Scully musste grinsen. “Okay, Mulder, du darfst liegen bleiben. Aber ich bekomme die Decke.”

Sie versuchte so gut es ging, ihre Verlegenheit mit Humor zu überspielen. In Wahrheit hatte sie panische Angst davor, mit ihm in einem Bett zu schlafen. Doch wenn sie ‘Nein’ sagen würde.... Er könnte denken, sie würde ihn loswerden wollen oder noch schlimmer... er könnte die Wahrheit vermuten. Die größte Anstrengung, die sie zu Zeit bei dem Gefühl seines warmen Beines an ihren hatte, war, ihren Atem und besonders ihre Stimme unter Kontrolle zu halten.

“Okay, die Gute-Nacht-Geschichte. Es ist eine alte taiwanische Sage, die mir meine Mutter mal erzählt hat.”

Sie musste lächeln, als Mulder seine Augen schloss und nur ihren Worten zu lauschen schien. Sie unterdrückte das Verlangen, ihm über den Kopf zu streichen. Sie war sich sicher, daß er seinen Vorschlag als Scherz gemeint hatte, aber wie er jetzt so friedlich dalag... Er schien ihr einmal mehr elf zu sein, ein süßer Junge, der ohne seine Gute-Nacht-Geschichte nicht schlafen will. “Vor hundert Jahren lebten auf einer Insel in Taiwan ein Mann und eine Frau glücklich zusammen. Sie hatten die große Liebe gefunden, doch eine Tages schwamm der Mann mit dem Boot heraus und kam nicht wieder zurück. Die Frau war so verzweifelt, daß sie ihm nach schwamm. Seitdem wurden sie nie wieder gesehen. Einige sagen, daß sie Delphine geworden sind, denn seit diesem Tage kamen Delphine auf zu der Insel und sind immer noch dort, bis zum heutigen Tage....”
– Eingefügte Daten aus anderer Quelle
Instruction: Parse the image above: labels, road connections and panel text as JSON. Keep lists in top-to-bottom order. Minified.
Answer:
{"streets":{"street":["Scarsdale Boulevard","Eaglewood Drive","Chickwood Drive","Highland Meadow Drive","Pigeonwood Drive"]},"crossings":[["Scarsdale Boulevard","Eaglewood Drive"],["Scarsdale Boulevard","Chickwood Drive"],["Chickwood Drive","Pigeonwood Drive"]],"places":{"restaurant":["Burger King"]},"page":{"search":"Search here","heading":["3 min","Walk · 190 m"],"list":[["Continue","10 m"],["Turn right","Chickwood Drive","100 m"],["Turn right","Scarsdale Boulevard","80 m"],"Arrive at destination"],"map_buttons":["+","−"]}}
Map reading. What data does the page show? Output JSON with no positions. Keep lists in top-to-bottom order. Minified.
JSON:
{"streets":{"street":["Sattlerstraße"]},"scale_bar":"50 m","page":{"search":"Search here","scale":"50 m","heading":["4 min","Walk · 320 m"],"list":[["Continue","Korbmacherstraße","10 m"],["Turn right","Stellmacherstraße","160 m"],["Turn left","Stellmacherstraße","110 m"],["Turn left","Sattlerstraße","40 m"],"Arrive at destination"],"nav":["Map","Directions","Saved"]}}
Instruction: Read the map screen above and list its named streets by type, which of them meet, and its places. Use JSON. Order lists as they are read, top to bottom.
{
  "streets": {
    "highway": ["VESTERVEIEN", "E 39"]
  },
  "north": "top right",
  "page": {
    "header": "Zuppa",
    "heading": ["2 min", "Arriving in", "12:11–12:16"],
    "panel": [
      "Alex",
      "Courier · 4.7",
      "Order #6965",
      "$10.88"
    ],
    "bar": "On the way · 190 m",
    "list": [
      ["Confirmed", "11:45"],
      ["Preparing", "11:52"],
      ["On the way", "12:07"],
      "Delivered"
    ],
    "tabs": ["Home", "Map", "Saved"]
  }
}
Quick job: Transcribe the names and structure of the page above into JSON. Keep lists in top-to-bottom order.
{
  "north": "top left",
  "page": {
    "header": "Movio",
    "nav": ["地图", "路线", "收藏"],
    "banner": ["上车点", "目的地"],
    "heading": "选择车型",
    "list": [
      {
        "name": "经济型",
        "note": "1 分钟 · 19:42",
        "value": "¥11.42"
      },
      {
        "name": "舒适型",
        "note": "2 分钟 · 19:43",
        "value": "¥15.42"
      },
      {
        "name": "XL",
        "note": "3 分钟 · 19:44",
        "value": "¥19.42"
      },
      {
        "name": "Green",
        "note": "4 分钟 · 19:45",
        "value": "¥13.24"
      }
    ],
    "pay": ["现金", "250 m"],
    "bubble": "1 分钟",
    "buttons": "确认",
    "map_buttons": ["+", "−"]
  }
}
“Schöne Geschichte,” murmelte Mulder mit geschlossenen Augen. An ihrem Bein fühlte sie, wie er sich entspannte, denn seine wurden lockerer. Die Körperwärme, die er ihr gab, bereitete ihr Herzklopfen, doch gleichzeitig wurde sie ein bisschen müder dadurch.

“Erzähl du doch mal eine, Mulder.” Irgendwie war sie neugierig darauf, ob Mulder auch Geschichten kannte. Mulder brummte unwillig. “Ich kann so was nicht. Ich kenne noch nicht einmal Geschichten.”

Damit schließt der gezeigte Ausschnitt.